> _What the task asks_
Restate each entry exactly, without pictures.

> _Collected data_
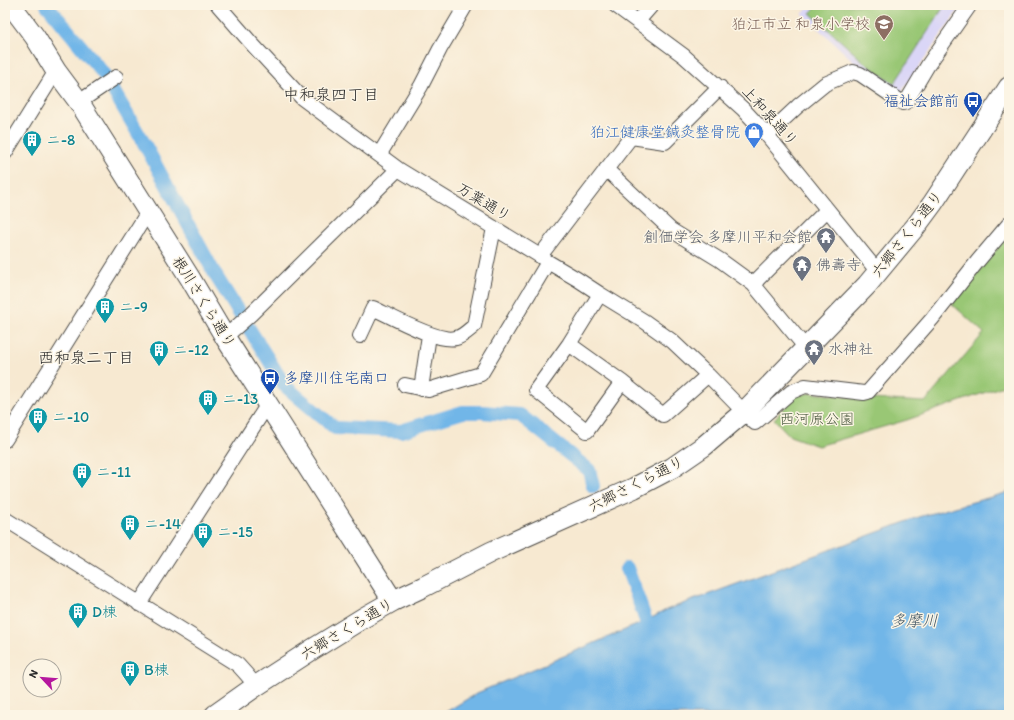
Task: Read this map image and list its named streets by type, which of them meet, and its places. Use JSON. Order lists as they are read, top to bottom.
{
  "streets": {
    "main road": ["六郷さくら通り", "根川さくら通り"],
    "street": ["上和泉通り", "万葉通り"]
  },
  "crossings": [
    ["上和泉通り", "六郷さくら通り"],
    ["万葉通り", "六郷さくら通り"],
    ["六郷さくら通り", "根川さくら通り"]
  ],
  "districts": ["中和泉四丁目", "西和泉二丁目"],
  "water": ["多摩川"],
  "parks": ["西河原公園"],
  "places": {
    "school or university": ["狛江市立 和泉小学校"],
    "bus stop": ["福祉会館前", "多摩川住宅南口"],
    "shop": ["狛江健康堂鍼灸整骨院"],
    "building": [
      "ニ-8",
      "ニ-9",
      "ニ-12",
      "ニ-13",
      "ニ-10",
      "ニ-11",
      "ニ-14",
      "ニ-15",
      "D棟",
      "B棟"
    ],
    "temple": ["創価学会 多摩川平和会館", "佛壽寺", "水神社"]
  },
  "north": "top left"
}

> _Solution below_
Task: Read this map image and list its named streets by type, which of them meet, and its places. Use JSON. Order lists as they are read, top to bottom.
{
  "streets": {
    "main road": ["六郷さくら通り", "根川さくら通り"],
    "street": ["上和泉通り", "万葉通り"]
  },
  "crossings": [
    ["上和泉通り", "六郷さくら通り"],
    ["万葉通り", "六郷さくら通り"],
    ["六郷さくら通り", "根川さくら通り"]
  ],
  "districts": ["中和泉四丁目", "西和泉二丁目"],
  "water": ["多摩川"],
  "parks": ["西河原公園"],
  "places": {
    "school or university": ["狛江市立 和泉小学校"],
    "bus stop": ["福祉会館前", "多摩川住宅南口"],
    "shop": ["狛江健康堂鍼灸整骨院"],
    "building": [
      "ニ-8",
      "ニ-9",
      "ニ-12",
      "ニ-13",
      "ニ-10",
      "ニ-11",
      "ニ-14",
      "ニ-15",
      "D棟",
      "B棟"
    ],
    "temple": ["創価学会 多摩川平和会館", "佛壽寺", "水神社"]
  },
  "north": "top left"
}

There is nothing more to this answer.